◆ TASK
From the entries that follow, copy each line in which "sans" appears.

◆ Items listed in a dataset
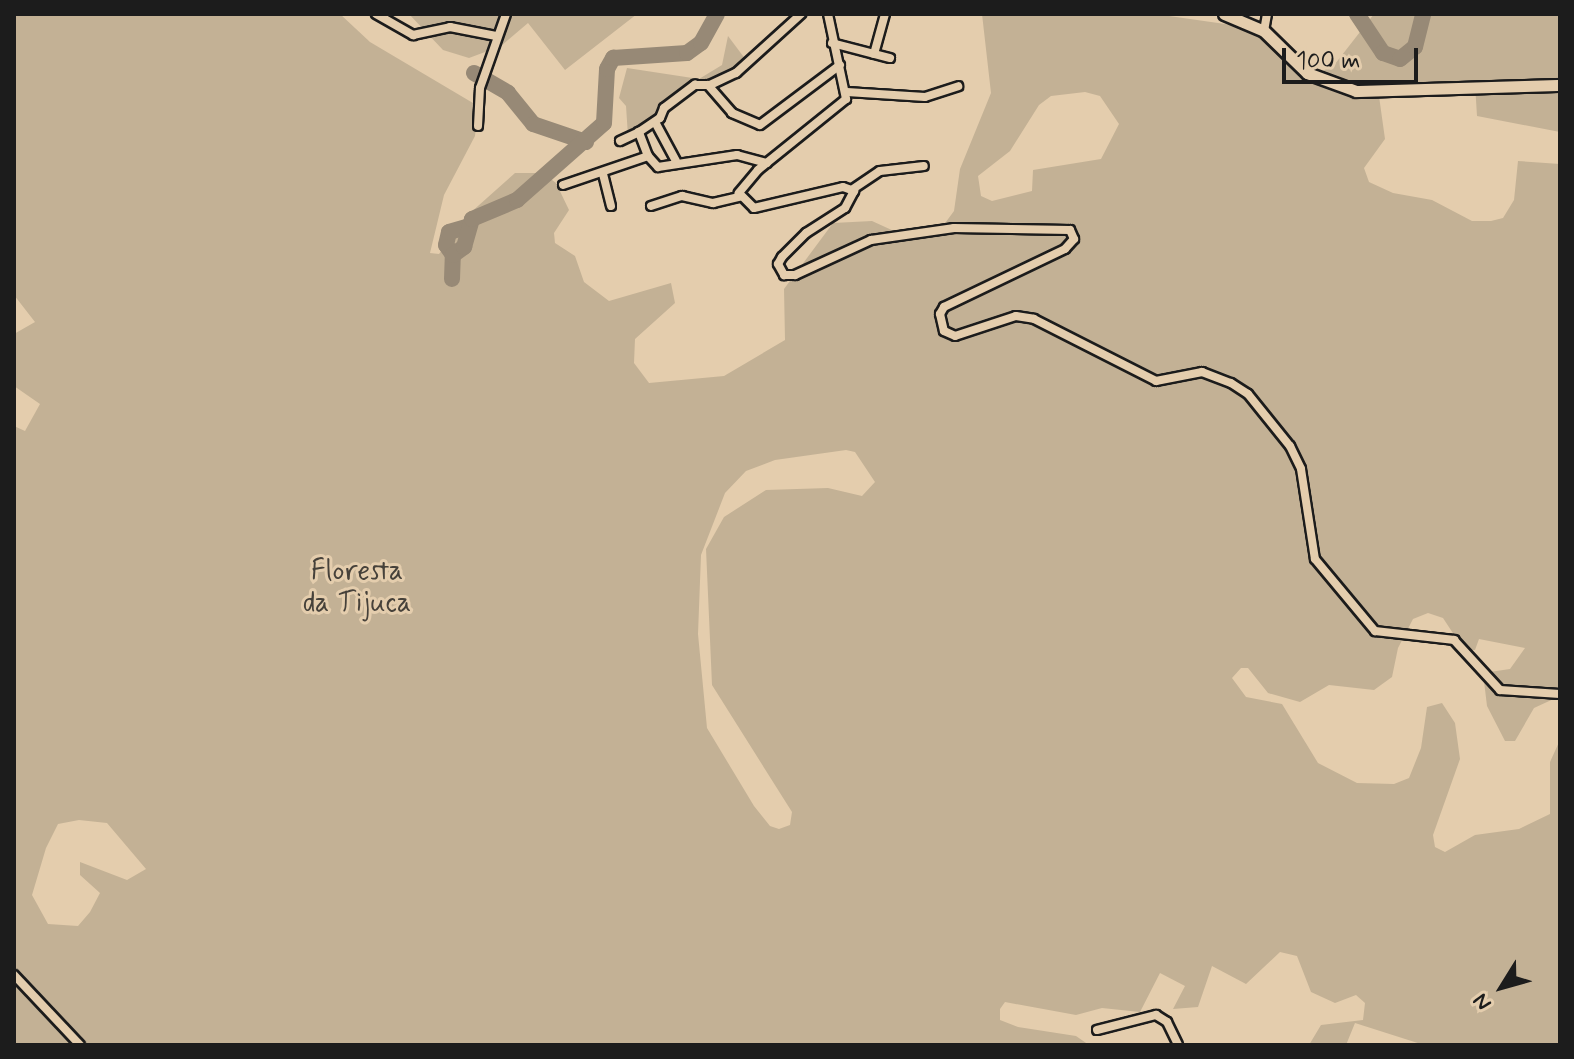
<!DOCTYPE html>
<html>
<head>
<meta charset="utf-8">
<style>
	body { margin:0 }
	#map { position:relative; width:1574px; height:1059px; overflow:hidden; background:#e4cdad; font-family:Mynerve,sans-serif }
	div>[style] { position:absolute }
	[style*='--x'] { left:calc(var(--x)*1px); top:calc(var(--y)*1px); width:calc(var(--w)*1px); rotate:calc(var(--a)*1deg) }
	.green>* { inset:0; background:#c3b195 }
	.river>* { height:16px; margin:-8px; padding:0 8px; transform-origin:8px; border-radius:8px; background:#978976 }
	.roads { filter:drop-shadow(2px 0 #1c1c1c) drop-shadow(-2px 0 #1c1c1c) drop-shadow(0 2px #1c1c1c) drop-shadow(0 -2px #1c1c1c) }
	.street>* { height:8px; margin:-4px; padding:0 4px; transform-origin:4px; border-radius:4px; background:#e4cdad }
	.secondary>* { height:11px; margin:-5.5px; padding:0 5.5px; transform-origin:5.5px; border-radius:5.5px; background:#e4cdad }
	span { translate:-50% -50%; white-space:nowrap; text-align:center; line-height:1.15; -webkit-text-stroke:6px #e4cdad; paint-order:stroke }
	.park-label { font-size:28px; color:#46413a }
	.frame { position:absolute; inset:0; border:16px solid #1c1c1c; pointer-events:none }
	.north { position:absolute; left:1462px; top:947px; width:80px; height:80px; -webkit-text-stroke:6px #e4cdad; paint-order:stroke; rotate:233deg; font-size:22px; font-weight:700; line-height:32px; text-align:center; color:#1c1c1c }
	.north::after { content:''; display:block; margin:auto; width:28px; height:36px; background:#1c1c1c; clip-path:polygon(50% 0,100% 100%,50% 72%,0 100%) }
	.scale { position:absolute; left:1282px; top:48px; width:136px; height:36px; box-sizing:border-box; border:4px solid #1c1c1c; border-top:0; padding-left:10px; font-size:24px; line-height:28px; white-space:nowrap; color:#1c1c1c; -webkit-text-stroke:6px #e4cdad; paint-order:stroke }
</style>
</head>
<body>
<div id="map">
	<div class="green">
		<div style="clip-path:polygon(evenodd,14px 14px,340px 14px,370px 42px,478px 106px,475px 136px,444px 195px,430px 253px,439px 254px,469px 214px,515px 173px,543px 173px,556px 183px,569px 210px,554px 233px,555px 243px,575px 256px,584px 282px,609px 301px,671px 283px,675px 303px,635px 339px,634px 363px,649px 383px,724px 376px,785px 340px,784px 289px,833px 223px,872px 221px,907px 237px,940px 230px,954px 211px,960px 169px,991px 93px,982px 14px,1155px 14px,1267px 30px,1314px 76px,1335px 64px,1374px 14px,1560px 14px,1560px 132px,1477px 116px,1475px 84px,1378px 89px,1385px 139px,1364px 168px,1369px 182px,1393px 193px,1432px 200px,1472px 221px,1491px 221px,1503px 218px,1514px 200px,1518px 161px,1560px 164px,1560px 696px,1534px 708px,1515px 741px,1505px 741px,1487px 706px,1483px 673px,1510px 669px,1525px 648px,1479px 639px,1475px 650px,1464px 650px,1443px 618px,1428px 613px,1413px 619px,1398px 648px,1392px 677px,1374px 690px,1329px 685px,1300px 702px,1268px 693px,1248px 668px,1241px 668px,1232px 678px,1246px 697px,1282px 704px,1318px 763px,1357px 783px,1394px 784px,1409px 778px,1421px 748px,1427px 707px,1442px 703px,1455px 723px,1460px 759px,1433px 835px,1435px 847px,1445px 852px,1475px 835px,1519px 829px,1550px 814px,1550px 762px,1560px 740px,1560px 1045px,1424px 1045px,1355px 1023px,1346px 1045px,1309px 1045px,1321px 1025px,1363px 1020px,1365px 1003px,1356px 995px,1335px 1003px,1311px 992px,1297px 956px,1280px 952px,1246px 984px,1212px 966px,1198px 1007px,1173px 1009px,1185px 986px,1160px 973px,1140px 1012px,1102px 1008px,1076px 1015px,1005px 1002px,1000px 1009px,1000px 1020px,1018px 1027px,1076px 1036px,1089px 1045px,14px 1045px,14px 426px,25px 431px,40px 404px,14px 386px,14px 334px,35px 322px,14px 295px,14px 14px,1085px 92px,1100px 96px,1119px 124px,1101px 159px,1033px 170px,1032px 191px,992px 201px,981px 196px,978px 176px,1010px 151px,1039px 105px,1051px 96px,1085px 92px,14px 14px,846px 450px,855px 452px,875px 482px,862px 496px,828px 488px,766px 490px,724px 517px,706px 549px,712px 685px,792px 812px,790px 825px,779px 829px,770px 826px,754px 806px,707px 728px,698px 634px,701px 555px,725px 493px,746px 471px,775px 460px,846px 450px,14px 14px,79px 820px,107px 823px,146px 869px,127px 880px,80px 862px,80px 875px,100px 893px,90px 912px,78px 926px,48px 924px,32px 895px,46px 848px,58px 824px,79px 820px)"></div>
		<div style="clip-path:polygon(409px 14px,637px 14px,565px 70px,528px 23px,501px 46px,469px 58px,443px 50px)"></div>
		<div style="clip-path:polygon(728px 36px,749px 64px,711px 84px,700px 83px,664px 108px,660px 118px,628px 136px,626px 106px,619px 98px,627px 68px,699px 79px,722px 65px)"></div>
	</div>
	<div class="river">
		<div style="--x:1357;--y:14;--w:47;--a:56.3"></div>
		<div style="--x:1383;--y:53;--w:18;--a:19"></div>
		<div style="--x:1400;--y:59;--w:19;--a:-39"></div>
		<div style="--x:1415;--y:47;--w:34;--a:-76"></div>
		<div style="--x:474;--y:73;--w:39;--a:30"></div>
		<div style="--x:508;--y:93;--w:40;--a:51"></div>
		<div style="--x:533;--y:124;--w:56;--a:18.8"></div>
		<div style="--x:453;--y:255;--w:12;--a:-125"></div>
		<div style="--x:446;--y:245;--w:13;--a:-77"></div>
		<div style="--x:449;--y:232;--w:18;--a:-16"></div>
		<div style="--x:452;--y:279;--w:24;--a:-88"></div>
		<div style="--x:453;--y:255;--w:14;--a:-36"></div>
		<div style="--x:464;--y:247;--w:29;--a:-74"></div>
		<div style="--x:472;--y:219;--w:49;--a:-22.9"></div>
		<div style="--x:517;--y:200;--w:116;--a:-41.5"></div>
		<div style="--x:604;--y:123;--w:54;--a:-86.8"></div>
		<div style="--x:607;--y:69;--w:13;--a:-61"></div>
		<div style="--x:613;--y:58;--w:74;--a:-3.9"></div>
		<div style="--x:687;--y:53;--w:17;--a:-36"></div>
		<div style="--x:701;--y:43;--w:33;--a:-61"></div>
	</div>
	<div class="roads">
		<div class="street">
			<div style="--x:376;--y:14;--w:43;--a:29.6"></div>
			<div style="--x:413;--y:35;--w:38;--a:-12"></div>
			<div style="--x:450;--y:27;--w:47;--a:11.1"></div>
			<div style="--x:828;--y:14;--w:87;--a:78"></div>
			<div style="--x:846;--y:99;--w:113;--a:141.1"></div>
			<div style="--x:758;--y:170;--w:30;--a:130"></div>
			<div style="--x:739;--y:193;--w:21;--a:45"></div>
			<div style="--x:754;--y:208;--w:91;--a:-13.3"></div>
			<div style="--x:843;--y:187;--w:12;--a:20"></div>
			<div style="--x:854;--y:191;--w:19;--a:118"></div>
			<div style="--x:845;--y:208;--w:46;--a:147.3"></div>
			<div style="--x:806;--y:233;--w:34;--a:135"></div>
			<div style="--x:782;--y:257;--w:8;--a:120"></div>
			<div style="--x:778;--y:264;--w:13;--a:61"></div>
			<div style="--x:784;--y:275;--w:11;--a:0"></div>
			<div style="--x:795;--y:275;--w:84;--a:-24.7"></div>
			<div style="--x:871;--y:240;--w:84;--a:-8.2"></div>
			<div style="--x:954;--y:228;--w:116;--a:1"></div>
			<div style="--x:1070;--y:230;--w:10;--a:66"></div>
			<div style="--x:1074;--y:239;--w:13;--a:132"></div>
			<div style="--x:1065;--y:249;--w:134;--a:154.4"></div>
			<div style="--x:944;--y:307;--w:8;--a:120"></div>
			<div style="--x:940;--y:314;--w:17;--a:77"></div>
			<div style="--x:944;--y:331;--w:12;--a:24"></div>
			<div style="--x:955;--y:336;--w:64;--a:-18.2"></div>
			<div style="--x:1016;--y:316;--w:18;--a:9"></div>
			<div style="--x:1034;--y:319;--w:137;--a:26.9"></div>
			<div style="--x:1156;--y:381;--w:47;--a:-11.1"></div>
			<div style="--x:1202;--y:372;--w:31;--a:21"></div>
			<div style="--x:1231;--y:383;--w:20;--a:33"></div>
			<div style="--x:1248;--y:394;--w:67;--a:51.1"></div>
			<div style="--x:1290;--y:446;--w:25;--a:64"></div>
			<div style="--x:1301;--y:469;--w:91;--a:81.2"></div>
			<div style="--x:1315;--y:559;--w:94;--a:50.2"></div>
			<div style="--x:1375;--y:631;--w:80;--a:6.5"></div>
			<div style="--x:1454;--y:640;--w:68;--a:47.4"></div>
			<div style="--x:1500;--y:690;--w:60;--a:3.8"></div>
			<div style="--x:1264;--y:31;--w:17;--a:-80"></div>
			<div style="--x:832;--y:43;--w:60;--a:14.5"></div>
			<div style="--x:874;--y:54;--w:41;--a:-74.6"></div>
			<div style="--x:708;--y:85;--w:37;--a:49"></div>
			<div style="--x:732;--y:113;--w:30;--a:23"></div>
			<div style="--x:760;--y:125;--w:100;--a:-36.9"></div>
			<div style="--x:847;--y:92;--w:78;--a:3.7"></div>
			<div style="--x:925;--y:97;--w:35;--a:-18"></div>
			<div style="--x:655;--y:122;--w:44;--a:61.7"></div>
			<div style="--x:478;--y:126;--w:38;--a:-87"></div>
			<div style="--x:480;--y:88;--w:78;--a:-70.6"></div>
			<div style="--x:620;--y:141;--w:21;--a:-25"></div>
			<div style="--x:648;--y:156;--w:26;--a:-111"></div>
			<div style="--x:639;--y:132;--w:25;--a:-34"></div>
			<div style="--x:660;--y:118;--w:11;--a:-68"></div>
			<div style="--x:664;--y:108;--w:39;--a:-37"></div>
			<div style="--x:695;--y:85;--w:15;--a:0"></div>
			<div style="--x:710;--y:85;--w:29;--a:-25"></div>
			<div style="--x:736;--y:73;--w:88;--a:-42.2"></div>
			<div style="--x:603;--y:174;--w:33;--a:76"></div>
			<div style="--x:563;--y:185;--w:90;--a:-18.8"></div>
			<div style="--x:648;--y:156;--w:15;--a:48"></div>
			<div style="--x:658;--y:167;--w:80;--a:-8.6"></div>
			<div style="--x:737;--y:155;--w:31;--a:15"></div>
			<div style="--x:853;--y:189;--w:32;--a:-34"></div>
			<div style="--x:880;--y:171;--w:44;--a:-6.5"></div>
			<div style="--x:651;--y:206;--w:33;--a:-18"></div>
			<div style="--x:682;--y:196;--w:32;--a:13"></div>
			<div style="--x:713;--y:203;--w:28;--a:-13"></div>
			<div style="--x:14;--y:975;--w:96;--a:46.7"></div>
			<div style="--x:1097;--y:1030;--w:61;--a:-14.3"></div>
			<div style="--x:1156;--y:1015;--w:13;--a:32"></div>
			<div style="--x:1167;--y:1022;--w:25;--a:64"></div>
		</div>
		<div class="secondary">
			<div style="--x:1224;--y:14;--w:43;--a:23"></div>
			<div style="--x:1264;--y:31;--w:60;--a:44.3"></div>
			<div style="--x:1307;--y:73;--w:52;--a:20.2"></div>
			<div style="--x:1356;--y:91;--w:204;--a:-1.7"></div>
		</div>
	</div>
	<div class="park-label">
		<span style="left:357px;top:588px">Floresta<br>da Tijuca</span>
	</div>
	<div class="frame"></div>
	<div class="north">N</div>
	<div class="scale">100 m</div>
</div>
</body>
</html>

---

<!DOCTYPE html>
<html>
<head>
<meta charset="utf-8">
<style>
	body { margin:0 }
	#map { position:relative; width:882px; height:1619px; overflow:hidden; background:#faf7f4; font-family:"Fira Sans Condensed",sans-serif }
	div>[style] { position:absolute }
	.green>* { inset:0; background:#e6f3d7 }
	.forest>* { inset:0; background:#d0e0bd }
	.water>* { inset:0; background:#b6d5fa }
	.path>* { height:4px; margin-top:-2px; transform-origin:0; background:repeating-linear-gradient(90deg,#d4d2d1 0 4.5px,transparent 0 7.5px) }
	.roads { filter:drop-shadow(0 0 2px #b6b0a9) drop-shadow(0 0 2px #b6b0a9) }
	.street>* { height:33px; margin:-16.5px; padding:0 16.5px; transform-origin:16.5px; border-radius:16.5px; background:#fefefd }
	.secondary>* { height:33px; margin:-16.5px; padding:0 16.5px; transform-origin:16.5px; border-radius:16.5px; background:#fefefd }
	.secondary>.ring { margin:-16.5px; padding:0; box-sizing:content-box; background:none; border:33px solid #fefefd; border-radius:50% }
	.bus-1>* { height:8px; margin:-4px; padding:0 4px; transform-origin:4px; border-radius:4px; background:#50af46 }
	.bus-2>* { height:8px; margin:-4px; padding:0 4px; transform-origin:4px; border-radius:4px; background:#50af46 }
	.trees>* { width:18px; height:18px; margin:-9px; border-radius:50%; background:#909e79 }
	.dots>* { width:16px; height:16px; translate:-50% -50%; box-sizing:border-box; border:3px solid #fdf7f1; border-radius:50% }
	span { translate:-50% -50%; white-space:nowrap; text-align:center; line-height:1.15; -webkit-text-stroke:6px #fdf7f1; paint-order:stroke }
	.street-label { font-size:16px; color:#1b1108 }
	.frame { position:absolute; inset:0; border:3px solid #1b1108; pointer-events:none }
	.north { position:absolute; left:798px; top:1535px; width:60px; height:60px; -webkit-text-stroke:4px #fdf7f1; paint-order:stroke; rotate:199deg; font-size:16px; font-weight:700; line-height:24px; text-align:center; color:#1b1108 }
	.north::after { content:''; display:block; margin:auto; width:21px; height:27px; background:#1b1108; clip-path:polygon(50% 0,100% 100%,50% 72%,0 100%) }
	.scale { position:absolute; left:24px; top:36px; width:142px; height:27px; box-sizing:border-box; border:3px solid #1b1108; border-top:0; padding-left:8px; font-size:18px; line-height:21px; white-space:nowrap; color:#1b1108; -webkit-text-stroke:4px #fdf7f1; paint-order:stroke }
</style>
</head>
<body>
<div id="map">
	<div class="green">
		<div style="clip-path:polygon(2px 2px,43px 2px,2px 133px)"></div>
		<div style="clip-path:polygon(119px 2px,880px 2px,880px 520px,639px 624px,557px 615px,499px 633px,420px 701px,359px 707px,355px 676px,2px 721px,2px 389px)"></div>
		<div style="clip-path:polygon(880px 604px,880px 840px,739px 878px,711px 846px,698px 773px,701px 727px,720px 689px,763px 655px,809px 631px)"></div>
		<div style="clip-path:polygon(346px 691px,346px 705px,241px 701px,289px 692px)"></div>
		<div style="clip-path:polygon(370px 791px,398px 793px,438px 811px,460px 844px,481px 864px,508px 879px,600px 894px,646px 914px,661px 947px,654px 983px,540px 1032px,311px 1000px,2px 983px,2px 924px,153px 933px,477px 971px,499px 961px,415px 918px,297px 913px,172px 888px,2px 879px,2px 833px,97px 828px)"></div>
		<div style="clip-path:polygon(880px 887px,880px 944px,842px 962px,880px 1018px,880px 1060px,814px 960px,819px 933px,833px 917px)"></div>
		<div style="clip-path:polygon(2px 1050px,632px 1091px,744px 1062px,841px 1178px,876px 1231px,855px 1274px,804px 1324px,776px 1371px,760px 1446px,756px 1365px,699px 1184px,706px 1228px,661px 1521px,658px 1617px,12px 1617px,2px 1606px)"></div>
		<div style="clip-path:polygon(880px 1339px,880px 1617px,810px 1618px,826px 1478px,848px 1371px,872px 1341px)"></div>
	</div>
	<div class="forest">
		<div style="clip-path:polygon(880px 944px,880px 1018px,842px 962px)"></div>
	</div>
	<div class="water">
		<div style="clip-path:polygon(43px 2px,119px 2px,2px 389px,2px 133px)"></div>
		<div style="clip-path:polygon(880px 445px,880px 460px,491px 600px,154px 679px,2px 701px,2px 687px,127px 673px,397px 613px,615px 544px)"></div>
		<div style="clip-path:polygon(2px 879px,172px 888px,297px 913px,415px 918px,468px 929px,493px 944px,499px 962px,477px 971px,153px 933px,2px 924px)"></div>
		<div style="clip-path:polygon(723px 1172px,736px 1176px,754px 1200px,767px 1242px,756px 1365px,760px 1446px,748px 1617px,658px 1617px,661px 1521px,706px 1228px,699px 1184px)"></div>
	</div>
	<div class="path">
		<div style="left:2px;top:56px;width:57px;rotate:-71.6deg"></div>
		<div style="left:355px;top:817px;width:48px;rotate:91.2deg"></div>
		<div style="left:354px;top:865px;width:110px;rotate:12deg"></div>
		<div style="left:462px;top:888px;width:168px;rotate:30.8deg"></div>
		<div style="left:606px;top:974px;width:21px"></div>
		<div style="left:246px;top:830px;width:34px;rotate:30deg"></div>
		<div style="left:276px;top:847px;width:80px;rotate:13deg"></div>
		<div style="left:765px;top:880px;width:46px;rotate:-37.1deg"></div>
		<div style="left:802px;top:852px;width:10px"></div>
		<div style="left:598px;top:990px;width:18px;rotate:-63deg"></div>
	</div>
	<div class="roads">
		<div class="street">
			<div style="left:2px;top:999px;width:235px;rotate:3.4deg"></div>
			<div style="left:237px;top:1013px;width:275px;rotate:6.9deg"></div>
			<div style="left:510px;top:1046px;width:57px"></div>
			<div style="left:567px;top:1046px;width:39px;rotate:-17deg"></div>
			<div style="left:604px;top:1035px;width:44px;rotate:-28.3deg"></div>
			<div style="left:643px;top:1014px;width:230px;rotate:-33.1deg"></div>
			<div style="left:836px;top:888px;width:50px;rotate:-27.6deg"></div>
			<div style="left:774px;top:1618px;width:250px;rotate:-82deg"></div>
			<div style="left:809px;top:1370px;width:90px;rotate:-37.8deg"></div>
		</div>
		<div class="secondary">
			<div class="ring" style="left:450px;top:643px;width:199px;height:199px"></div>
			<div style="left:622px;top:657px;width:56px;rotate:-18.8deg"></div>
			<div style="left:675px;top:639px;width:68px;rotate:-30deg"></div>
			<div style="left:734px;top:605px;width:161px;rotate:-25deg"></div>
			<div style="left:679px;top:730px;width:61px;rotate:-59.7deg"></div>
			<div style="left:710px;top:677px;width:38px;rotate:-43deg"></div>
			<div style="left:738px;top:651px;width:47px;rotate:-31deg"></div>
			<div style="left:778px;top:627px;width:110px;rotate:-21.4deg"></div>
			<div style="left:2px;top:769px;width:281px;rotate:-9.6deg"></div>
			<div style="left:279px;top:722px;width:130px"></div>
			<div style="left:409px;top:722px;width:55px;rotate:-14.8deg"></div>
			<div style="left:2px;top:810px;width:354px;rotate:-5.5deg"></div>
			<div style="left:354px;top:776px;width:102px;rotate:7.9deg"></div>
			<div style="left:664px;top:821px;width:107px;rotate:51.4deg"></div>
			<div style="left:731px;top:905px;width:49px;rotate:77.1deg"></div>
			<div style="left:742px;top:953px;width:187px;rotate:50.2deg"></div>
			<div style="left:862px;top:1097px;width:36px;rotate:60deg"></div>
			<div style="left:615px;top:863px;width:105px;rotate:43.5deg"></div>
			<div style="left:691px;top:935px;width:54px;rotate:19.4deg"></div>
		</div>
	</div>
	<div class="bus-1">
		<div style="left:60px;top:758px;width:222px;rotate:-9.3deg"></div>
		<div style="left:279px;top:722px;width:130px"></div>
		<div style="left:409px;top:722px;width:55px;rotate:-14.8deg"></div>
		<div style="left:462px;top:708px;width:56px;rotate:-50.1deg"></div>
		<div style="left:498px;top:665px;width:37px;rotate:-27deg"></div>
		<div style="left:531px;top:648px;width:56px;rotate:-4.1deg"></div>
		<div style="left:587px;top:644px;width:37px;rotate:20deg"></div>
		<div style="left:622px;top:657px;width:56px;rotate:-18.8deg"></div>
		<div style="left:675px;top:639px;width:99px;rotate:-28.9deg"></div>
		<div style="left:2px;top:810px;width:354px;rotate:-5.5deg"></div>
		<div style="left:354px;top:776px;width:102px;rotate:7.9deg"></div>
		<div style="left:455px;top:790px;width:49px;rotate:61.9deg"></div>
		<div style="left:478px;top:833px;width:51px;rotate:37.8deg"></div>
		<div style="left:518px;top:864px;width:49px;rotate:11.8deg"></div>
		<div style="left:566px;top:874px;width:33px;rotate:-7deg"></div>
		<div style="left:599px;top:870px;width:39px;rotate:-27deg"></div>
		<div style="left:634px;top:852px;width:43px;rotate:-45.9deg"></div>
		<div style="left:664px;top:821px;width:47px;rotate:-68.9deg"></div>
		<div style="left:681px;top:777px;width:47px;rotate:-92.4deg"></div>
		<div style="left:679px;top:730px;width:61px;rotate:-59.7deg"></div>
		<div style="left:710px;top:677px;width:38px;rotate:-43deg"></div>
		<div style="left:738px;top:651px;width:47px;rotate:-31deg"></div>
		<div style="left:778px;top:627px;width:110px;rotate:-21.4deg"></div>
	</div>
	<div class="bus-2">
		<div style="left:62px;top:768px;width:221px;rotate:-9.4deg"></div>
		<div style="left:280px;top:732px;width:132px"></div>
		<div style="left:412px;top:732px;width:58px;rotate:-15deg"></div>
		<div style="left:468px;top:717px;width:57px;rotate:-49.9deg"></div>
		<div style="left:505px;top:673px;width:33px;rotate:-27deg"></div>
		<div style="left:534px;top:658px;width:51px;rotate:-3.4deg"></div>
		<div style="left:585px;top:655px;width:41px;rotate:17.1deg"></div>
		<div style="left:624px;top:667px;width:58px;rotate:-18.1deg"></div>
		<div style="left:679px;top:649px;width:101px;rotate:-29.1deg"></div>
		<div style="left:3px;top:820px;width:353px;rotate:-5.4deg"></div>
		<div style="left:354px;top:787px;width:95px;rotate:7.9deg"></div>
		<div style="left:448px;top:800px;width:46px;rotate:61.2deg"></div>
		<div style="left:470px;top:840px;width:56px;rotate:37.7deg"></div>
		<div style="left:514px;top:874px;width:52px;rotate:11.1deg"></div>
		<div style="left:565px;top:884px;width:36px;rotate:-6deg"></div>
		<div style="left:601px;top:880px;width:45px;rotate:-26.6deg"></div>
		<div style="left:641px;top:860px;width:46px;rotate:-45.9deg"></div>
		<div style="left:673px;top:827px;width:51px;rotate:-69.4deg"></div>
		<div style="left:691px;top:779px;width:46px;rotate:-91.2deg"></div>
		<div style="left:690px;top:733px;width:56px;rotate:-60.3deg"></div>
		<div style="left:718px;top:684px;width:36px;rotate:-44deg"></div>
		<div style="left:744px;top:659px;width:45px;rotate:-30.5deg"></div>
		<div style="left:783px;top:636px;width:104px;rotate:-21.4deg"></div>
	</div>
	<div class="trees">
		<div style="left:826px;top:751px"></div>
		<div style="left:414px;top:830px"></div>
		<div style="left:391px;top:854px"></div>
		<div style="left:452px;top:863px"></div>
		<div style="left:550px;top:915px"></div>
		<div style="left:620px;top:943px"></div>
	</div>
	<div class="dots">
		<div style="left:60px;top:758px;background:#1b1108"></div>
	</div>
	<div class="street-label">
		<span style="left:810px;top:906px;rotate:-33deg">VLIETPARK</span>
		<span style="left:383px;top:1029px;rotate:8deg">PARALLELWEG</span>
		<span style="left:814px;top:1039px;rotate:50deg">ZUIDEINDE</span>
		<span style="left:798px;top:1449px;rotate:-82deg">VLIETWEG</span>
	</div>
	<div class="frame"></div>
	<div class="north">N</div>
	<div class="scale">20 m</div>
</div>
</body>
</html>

◆ RESPONSE
	#map { position:relative; width:1574px; height:1059px; overflow:hidden; background:#e4cdad; font-family:Mynerve,sans-serif }
	#map { position:relative; width:882px; height:1619px; overflow:hidden; background:#faf7f4; font-family:"Fira Sans Condensed",sans-serif }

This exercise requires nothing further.